Dataset extract:
#####
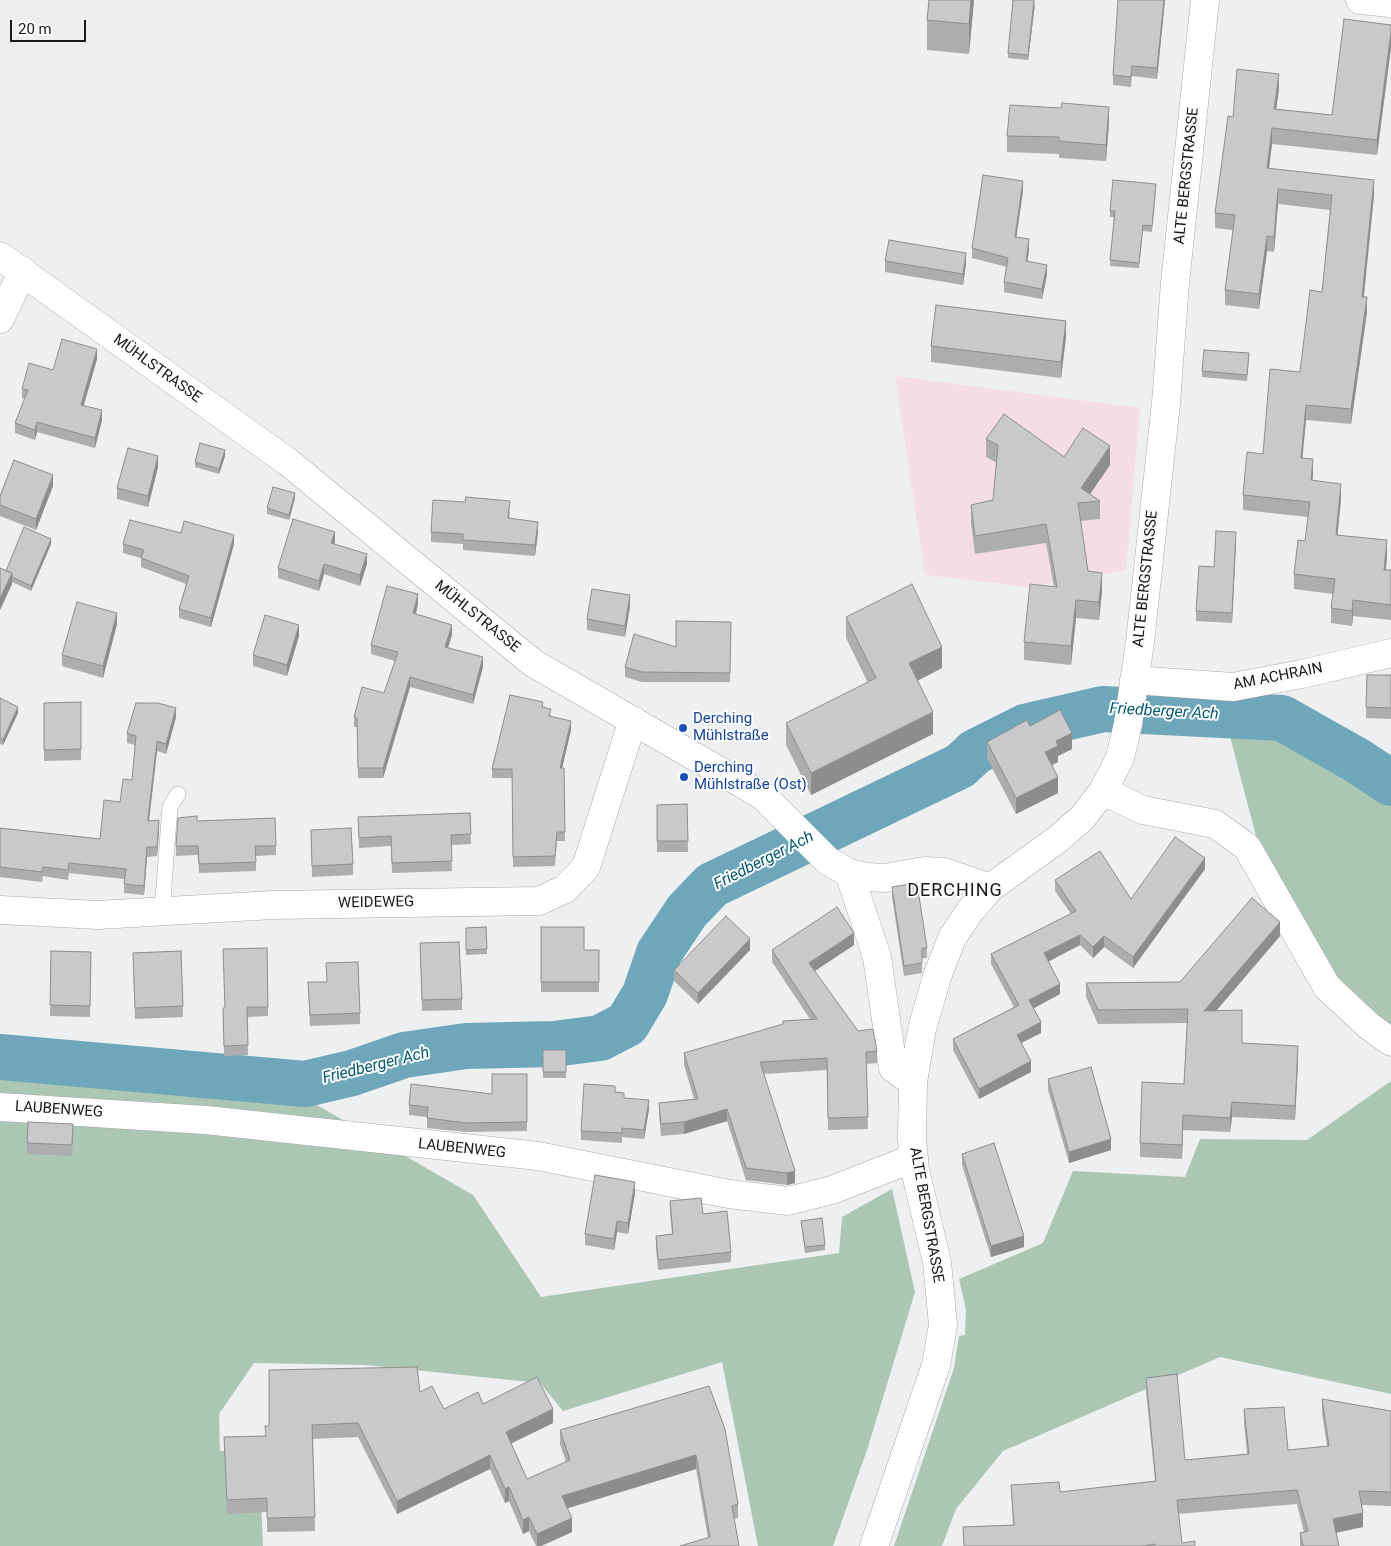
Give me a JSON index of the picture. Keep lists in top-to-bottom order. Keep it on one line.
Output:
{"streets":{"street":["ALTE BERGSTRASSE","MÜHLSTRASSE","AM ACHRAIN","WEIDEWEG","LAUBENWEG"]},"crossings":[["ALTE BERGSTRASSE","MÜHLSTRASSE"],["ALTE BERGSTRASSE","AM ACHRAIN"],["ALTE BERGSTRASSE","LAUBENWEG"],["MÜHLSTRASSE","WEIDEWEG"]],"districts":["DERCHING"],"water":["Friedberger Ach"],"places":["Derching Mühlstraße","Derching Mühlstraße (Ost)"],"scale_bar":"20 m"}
#####
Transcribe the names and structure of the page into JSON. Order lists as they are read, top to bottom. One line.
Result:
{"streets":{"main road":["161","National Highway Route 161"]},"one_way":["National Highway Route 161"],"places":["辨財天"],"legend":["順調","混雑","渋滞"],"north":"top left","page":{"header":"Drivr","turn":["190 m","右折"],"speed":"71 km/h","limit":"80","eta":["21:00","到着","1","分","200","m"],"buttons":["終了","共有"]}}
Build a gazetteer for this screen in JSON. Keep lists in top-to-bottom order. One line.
#####
What you are asked to do:
Indicate how many lines in the records above contain the word "bottom", giving only the number.

Response to the exercise:
3